Let me first say that I realize that this is a pretty petty thing to be so upset about. I know I have a number of people who care a great deal about me, and there are much more devastating things going on in the world at this very moment, but that doesn't stop me from feeling this way.
Let me start at the beginning because I think this all stems directly from my relationship with Louisa, and more importantly, the fact that it no longer exists. For a time, I was pretty sure she was the one. I loved Louisa more than I've ever loved another person. More than I ever thought I could love... but one day things just seemed to change. I know that she loved me as well, and I think she even thought she loved me in the same way, but when it came down to it, she couldn't take that final step of complete submission to the relationship, and that fact eventually drove us apart. Which was a very painful thing, to be sure.

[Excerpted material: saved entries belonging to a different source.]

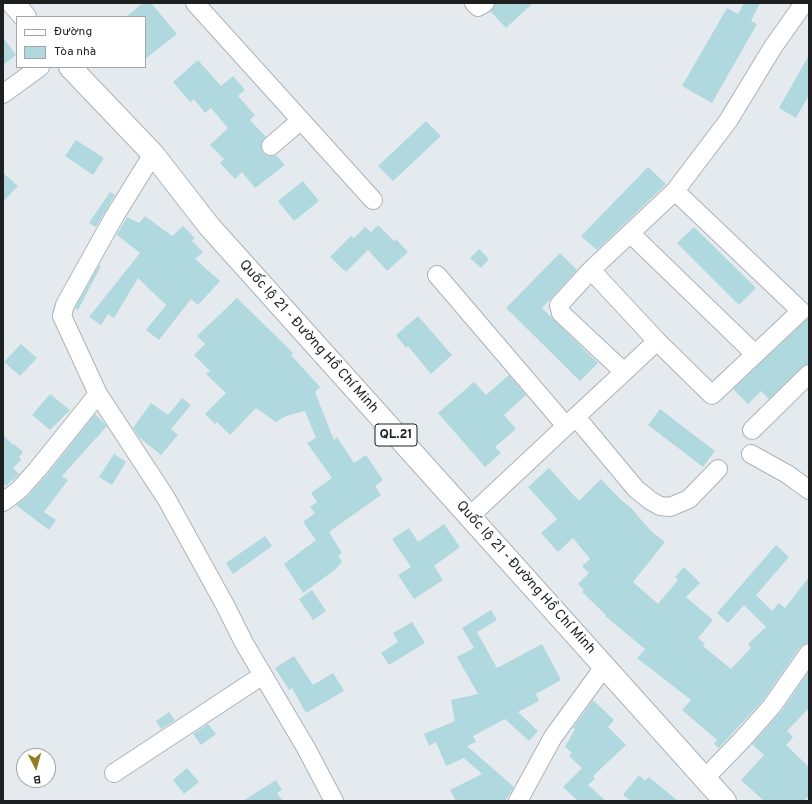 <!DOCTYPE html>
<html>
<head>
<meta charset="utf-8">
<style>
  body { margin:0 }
  #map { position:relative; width:812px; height:804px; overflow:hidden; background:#e5eaee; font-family:Overpass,sans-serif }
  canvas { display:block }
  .frame { position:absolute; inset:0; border:4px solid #1d1f20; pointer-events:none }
  .legend { position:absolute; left:16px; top:16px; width:130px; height:52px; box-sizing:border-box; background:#fff; border:1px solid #a5a5a6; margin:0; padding:5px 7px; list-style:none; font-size:12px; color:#1d1f20 }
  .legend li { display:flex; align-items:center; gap:8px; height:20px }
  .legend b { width:20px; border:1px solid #a5a5a6 }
  .north { position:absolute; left:16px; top:748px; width:40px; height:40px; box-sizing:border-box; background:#fff; border:1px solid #a5a5a6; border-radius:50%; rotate:174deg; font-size:11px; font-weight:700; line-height:16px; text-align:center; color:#1d1f20 }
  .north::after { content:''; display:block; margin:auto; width:14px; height:18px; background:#957b22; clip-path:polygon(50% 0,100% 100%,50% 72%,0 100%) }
</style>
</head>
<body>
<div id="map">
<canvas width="812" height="804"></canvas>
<div class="frame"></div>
<ul class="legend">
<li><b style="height:5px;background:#fff"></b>Đường</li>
<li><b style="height:11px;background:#b0d9df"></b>Tòa nhà</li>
</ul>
<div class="north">B</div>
</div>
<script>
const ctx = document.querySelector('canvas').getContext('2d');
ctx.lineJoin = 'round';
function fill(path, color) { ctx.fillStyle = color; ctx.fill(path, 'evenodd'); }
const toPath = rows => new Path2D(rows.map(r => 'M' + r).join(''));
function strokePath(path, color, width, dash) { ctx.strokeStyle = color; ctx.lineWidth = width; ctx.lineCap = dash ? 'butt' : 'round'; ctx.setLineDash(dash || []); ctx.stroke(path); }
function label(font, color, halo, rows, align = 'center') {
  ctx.font = font + ' Overpass,sans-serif'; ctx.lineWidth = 4; ctx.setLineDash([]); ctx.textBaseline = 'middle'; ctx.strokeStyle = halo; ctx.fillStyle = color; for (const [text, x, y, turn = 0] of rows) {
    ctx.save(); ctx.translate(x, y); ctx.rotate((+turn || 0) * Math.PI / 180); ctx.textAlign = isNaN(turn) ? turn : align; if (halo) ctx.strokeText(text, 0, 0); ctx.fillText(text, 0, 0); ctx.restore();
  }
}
fill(toPath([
  [143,3,151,3,177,34,145,59,145,17,126,17],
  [495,3,533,3,506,28,491,12],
  [744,3,760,3,751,21,757,24,712,103,682,86,727,8,738,14],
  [3,37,16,55,3,65],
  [809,55,809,95,796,118,779,108],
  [198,60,221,86,233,76,245,90,238,96,255,115,250,120,266,137,261,143,263,153,268,156,276,155,285,165,255,188,242,172,235,179,220,163,224,159,210,145,228,128,211,108,205,113,194,99,190,102,173,82],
  [426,121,441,136,393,181,378,166],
  [76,140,104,158,93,175,65,156],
  [648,167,666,184,597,250,581,236],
  [3,173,18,186,3,202],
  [303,181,319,201,294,221,278,201],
  [110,192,115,195,96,227,89,223],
  [145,216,172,236,183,226,195,238,192,241,203,252,195,259,220,281,198,305,191,299,159,340,146,330,166,305,138,278,114,318,108,314,101,325,89,317,140,253,117,235,114,239,127,217,139,223],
  [378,225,394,241,396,239,408,252,387,271,368,250,346,272,330,257,351,236,354,238,365,227,371,232],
  [694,227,756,288,739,305,677,243],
  [479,249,489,259,481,268,470,258],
  [560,253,577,270,542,308,598,363,580,381,506,308],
  [99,265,101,266,78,310,75,308],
  [237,298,293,353,291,355,320,387,315,392,334,440,337,437,354,463,366,455,383,480,375,486,381,495,329,532,342,553,338,556,342,562,336,569,303,593,284,564,316,540,303,522,315,513,310,507,317,502,311,493,332,478,307,443,316,438,305,411,286,416,276,422,256,408,230,435,217,422,215,424,205,414,226,393,206,374,210,371,194,355,205,344,197,336],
  [418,316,452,355,431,374,408,346,406,348,396,335],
  [809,317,809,364,802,367,769,399,761,391,748,404,733,389],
  [21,344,37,358,20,376,4,362],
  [509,375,526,395,504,415,516,429,495,447,501,453,485,467,438,413,474,382,486,395],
  [50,394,70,410,50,430,32,415],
  [182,398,191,405,171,429,178,435,161,455,140,438,133,428,151,403,168,415],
  [660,409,715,451,703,467,648,425],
  [95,414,107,426,62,476,68,480,44,512,56,520,49,530,16,505,27,497,45,477],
  [3,435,13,445,14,444,23,452,19,457,21,460,13,468,19,474,6,486,3,483],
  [114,454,126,462,112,485,99,477],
  [549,468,579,501,601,479,619,498,632,509,651,531,665,542,633,582,658,604,678,580,675,577,684,567,700,583,686,597,713,620,698,638,705,644,703,646,731,669,751,648,748,644,766,627,744,605,728,623,717,613,776,545,789,557,756,595,772,611,779,603,785,608,809,577,809,643,800,647,764,699,719,748,714,744,717,740,682,710,691,700,637,658,645,649,605,616,606,615,582,592,584,590,578,584,589,573,582,566,590,559,573,538,558,552,541,533,557,519,528,487],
  [444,524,460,547,434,566,443,580,414,599,398,575,411,567,392,539,409,528,418,542],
  [265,536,272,546,233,574,226,563],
  [312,590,326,611,313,620,299,599],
  [491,610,497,620,477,632,497,668,542,644,561,680,536,694,539,701,518,712,538,731,529,741,505,719,473,736,476,742,467,746,514,787,505,801,456,801,450,790,482,774,464,758,446,766,436,742,429,746,424,734,455,721,451,700,478,694,457,657,474,648,462,628],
  [412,622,425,643,389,665,381,653,398,642,393,633],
  [294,656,313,685,333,673,344,691,306,713,292,688,289,690,275,668],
  [809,671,809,708,787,731,793,737,786,745,809,767,809,796,803,801,764,801,741,780,764,755,752,744,781,712],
  [593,700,614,720,608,727,626,745,593,776,595,779,588,785,606,801,578,801,563,787,582,768,569,756,572,753,565,747,575,729,573,728],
  [169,712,175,720,161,729,156,721],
  [208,724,216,734,201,745,193,734],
  [187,768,199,782,184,794,173,780],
  [639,775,645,781,649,777,678,801,631,801,623,795],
  [276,780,282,790,277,793,283,801,243,801]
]), '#b0d9df');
const minor = toPath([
  [195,3,373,200],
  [474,3,478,7,485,3],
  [3,94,40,67],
  [271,146,301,120],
  [153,154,114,217,65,305,62,316,98,394,166,498,225,605,244,643,306,748,334,801],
  [675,191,728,121,773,47,802,6,807,3],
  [630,233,755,354],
  [591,270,657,341],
  [437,275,566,426],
  [576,417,636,489,651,501,660,506,670,507,689,499,718,469],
  [752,430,809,374],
  [751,454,787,474,809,490],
  [3,502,19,490,37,470,98,394],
  [470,516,566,426,624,372,657,341,712,395,801,311,675,191,591,270,559,305,561,313,624,372],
  [114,773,263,675],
  [705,778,741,741,772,706,809,653],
  [518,801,553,737,604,667]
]);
const highway = toPath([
  [13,3,25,17],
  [70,67,153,154,209,226,725,801]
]);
strokePath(minor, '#adb2b6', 20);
strokePath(highway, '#adb2b6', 24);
strokePath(minor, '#fff', 18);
strokePath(highway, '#fff', 22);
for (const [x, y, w] of [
  [396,435,42]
]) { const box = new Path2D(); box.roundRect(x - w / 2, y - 11, w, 22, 3); ctx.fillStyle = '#fff'; ctx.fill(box); strokePath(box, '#1d1f20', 1); }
label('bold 13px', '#1d1f20', null, [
  ["QL.21",396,435]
]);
label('14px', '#1d1f20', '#fff', [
  ["Quốc lộ 21 - Đường Hồ Chí Minh",308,337,48],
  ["Quốc lộ 21 - Đường Hồ Chí Minh",525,578,48]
]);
</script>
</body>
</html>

Here, I again have to pause for an apology. I know that some of the people who eventually read this are close friends with Louisa, and I don't mean to put her down excessively, but I haven't really had the opportunity to talk this out, so I'm going to. Please understand that I don't really hold her wholly responsible, and though I do still harbor some feelings of ill-will, I hope she and I can remain in contact and eventually, I hope to let bygones be bygones.

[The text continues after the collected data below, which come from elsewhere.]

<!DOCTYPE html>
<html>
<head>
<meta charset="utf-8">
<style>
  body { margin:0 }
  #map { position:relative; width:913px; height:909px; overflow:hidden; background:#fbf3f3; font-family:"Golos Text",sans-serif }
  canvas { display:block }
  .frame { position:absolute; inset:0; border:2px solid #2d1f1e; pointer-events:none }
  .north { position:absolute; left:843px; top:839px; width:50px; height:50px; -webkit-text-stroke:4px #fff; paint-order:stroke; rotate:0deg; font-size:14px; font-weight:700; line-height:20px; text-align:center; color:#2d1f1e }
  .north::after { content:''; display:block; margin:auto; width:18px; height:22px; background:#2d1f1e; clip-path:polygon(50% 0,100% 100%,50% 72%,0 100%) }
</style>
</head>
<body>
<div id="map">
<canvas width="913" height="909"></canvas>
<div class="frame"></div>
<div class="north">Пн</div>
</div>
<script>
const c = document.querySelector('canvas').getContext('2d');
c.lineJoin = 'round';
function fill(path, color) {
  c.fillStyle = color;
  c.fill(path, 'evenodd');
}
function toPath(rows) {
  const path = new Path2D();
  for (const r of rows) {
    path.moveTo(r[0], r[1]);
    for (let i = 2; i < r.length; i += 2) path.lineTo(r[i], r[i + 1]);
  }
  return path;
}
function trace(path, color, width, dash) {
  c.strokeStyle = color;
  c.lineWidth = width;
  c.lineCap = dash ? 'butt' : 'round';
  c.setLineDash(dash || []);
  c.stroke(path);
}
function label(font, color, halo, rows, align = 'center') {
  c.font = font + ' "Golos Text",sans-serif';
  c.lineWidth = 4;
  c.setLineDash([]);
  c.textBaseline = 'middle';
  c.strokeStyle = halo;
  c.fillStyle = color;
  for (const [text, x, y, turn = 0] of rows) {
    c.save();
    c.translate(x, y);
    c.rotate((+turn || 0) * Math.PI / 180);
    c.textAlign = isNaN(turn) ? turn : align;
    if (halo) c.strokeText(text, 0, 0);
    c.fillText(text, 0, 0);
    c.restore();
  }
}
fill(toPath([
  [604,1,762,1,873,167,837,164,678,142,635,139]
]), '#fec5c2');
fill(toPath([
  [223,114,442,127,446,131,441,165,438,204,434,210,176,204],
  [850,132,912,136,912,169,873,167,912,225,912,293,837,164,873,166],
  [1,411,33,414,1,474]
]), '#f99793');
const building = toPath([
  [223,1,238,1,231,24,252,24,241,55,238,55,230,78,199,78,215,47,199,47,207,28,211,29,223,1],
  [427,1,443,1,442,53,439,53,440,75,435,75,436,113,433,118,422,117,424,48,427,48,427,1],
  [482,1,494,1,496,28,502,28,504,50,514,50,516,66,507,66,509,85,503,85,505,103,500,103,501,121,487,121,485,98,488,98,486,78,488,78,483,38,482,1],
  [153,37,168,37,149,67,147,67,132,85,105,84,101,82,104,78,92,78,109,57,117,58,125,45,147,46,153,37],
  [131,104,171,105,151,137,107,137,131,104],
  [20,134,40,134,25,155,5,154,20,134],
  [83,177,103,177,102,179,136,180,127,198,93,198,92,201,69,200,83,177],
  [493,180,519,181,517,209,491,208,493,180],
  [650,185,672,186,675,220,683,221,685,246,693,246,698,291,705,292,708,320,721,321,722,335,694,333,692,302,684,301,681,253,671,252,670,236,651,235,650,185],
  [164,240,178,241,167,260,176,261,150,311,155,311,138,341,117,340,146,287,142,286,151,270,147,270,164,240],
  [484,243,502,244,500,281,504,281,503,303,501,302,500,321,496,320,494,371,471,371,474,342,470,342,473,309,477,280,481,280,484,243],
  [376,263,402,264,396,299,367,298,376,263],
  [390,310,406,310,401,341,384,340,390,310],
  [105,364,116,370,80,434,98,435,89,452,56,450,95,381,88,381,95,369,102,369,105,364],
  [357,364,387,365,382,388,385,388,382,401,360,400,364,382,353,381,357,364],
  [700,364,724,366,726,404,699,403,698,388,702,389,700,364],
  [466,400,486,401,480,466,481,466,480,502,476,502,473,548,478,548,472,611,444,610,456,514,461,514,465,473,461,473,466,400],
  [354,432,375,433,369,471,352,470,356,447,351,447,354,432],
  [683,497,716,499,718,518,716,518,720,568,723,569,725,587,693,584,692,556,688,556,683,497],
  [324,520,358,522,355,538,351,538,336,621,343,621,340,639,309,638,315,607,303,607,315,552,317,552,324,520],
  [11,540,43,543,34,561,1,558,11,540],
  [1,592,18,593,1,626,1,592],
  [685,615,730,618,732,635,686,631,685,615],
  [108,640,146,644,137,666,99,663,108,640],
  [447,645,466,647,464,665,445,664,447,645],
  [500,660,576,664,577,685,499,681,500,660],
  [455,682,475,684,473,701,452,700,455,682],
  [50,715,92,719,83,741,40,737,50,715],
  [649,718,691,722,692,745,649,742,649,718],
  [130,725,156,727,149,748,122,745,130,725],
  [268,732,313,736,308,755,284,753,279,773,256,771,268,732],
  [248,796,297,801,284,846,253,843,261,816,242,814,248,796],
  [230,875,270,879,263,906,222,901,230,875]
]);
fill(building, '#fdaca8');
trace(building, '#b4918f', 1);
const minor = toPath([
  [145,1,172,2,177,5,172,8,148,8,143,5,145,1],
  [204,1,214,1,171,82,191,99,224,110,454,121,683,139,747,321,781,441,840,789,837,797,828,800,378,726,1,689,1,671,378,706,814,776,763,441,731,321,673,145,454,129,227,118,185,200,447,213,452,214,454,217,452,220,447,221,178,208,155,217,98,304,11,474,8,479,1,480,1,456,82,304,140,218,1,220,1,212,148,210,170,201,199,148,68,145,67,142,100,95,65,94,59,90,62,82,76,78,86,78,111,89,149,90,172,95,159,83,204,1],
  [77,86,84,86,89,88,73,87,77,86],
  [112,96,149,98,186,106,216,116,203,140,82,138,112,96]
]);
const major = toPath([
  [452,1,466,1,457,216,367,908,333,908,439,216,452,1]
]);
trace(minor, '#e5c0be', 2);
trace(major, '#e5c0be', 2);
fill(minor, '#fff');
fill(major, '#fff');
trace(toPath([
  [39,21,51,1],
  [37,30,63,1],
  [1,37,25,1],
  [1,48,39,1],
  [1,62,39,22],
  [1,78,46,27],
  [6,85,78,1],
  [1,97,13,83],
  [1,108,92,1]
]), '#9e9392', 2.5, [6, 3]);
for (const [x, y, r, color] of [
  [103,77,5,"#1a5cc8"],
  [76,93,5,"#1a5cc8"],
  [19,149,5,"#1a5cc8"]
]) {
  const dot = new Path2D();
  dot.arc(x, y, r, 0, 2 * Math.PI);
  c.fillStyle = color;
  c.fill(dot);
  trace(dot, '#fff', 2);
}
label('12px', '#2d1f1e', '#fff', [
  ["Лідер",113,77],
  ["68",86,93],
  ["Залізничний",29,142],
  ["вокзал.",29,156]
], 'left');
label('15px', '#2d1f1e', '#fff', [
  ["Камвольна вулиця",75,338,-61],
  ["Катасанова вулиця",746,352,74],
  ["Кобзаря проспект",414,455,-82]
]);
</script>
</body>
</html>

Anyway, so as I said, the break-up was devastating to me. I think this is when the feelings of loneliness began, though they have grown since. However, I was not angry initially. I understand that we were simply not to be, but that didn't stop me from mourning the loss. I then came to find out (I'll spare you the gory details of how) that Louisa, maybe a bit more than a month later, was seeing another man. I had thought her to be feeling at least similar feelings of loss to mine, but I guess I had been given proof that she was indeed, not as deeply committed to our relationship as I was, though God I wish I'd have been left in the dark on that one.
Now, of course she is still with this person and presumably happy, while I have to resort to telling my problems to a computer screen.
All I want in this world is to be able to make one person deliriously happy, and to have them do the same for me in return. Is that so much to ask? What was wrong with me that she couldn't commit to that? Of course, I know the reason for that had very little to do with me, and much more to do with her, but it doesn't stop that question from coming to my head as I lay awake at 2 am. I have good days and bad days, but not a single one goes by without me nearly weeping at the thought of how much I want that kind of connection, and simply don't have it. Call it co-dependency if you like, but I feel I am a better person when I have someone to get up in the morning for. It is true that I've spent most of my adult life in long-term, meaningful relationships, and maybe it would be good for me to be on my own for a while. At least that's what I try to tell myself. But I like being a part of something like that, and dammit, I'm good at it. I am ready to find someone to share my life with. Someone who will want to share theirs with mine. I'm ready.
God I hate that a blog is my outlet for this. In some ways, I think this is part of the problem. I don't have close friends here. All of the people who I can share these things with live 3000 miles away, and it is tough to cry on a shoulder over the phone (though I know one or two of you have been an important help in the past few months. Thank you for that). I am a very physically oriented person. I need contact. A face to look at. A hand to hold. Someone to hug me and tell me it will all work out in the end. I know it sounds sappy, but I thrive on that kind of contact, and since Louisa left, I haven't had that connection. I hate to break it down to a gender issue, but I can't talk to my guy friends about stuff like this. I mean, I would feel awkward bringing it up, and I can't imaging how uncomfortable I would make them feel. However, the only female friends who I am at all close to right now, are even closer friends with Louisa, which would make any conversation of this nature unfair to them. Of course, I know at least one person who would likely argue with me over that last statement, but the fact remains, you are close to Louisa and it's not my place to undermine that.
Anyway, I guess that's my rant for the morning. I apologize if it has been rambling or repetitive. Now lets see if it makes me feel any better. I, for one, am doubtful.